(Stored items)
********************
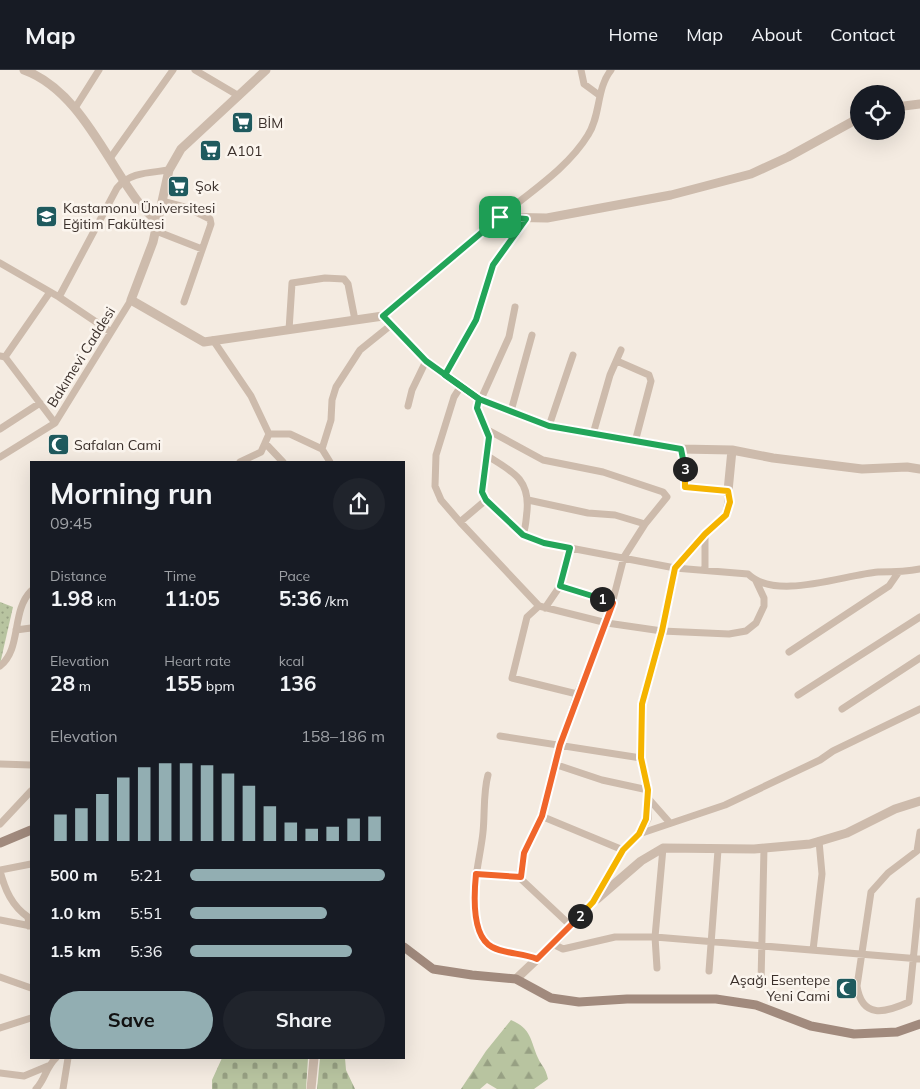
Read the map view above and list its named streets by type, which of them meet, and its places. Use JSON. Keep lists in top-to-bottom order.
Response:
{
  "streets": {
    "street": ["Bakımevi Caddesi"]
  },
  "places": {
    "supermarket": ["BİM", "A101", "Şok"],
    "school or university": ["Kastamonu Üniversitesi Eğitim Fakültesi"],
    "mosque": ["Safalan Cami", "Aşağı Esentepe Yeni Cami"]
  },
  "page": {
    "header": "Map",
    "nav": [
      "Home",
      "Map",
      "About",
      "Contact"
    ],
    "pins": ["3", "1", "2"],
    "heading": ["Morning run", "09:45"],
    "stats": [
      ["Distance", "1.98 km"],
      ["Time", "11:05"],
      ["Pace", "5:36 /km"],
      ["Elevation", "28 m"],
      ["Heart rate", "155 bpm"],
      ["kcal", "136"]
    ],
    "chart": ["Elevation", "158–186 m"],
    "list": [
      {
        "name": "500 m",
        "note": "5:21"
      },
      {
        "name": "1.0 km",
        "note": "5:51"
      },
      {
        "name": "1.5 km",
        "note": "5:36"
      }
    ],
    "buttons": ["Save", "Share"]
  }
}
********************
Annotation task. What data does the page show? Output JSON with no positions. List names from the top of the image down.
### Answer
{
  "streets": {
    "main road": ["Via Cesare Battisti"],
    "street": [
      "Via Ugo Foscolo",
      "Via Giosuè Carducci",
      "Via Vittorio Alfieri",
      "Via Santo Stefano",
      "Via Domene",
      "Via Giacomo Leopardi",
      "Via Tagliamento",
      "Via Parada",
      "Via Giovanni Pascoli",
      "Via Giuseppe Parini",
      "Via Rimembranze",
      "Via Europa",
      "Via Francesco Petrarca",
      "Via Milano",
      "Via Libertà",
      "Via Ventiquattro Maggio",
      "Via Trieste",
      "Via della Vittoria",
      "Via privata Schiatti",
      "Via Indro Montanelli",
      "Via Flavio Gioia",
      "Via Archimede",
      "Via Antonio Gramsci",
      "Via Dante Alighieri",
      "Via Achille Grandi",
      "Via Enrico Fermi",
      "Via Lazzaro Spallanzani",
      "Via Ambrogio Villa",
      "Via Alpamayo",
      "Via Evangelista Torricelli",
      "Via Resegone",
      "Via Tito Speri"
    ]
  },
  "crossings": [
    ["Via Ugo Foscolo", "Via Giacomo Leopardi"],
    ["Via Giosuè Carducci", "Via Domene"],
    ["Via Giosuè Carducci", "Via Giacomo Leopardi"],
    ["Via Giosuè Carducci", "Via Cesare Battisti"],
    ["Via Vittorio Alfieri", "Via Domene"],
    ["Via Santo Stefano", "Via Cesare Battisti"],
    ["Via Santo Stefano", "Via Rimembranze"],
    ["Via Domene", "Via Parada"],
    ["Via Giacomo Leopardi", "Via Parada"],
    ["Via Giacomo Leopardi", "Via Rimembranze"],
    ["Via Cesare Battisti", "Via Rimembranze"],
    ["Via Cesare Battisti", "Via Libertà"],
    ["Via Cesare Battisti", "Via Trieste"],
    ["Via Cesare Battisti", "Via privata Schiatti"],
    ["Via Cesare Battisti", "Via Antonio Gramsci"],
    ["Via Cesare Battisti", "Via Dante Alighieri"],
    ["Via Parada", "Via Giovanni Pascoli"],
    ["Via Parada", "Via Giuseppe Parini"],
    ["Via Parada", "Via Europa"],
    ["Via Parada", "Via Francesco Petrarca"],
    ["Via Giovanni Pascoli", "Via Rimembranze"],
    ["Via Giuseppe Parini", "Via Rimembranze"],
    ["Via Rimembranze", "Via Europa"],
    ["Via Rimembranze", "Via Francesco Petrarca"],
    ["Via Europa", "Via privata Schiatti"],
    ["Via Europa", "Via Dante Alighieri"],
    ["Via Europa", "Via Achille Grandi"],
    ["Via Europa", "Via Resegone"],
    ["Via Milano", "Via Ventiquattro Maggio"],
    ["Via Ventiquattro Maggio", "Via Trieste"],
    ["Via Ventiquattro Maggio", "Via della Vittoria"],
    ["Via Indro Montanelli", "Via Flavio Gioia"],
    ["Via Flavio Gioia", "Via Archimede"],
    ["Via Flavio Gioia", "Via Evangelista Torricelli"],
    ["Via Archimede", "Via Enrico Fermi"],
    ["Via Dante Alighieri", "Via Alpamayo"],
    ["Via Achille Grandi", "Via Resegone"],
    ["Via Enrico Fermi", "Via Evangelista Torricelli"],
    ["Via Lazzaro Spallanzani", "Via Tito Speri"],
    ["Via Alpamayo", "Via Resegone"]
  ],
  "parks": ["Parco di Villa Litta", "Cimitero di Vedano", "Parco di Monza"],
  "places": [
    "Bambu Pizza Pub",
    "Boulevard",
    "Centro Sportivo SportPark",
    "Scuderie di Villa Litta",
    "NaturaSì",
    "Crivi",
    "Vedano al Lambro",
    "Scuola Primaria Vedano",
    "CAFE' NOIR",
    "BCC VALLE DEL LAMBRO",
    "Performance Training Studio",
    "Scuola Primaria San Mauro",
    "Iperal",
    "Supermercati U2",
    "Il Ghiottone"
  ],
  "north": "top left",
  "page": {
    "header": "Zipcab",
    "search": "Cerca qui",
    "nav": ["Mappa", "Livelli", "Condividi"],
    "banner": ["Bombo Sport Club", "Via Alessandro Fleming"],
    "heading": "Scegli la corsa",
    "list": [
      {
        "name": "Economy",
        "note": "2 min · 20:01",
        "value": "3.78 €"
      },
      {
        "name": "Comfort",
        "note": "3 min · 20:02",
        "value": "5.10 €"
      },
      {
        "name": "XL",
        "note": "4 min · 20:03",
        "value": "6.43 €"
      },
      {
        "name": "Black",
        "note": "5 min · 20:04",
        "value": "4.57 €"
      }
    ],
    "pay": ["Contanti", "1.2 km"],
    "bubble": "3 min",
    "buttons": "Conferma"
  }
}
********************
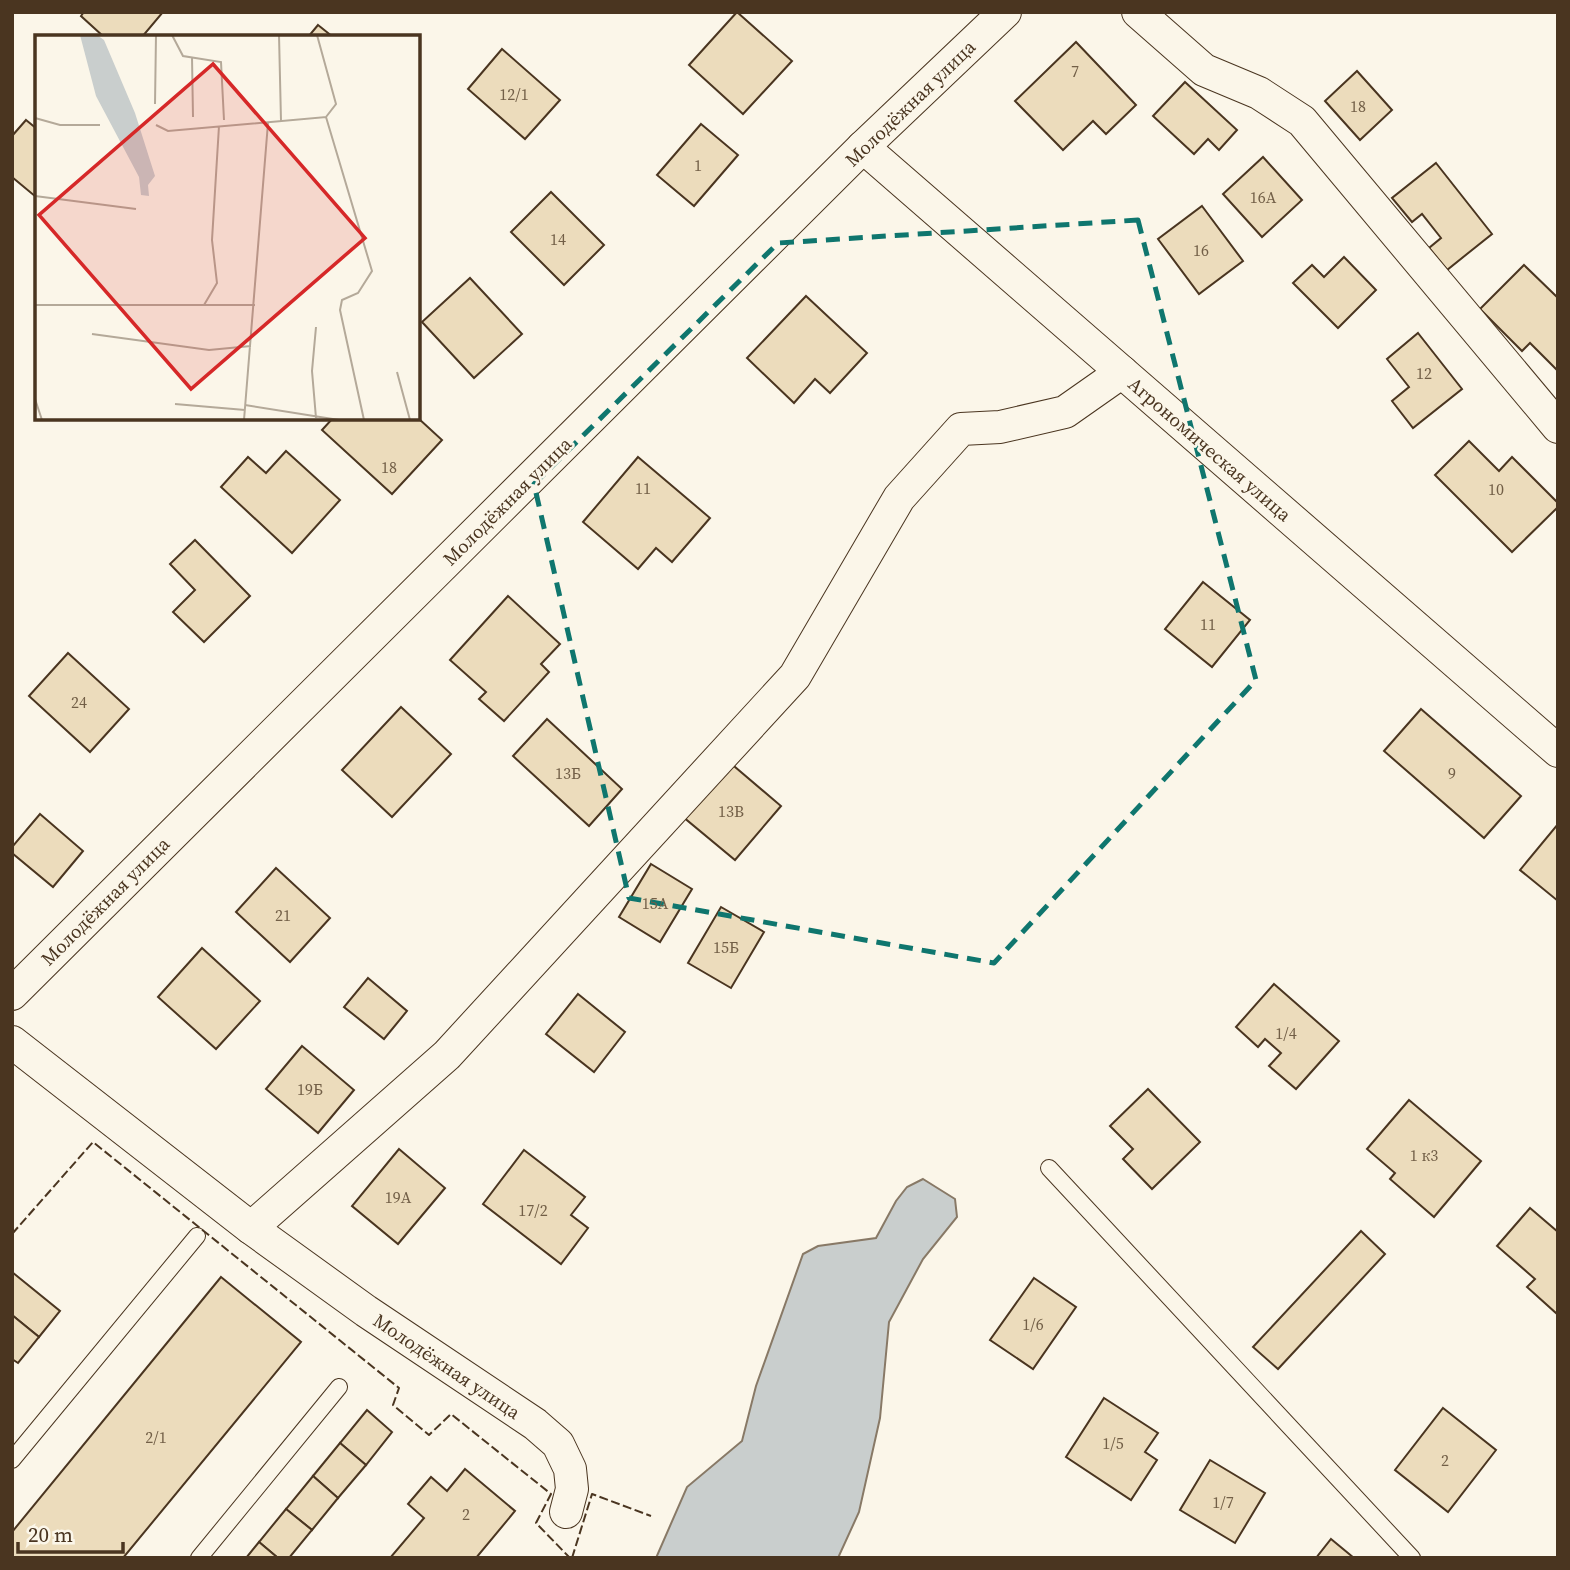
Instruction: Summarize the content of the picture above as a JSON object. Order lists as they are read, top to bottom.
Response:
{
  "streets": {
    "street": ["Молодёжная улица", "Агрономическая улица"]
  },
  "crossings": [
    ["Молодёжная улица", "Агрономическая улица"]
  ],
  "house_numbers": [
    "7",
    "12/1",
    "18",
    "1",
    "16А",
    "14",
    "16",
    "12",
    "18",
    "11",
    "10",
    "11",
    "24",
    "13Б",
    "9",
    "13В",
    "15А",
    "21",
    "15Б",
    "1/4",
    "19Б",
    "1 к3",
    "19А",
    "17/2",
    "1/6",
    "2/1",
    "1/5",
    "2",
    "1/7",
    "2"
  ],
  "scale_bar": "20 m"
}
********************
Copy every line of the data above in which the string "bottom" appears.

Read the map view above and list its named streets by type, which of them meet, and its places. Use JSON. Keep lists in top-to-bottom order.
Instruction: Summarize the content of the picture above as a JSON object. Order lists as they are read, top to bottom.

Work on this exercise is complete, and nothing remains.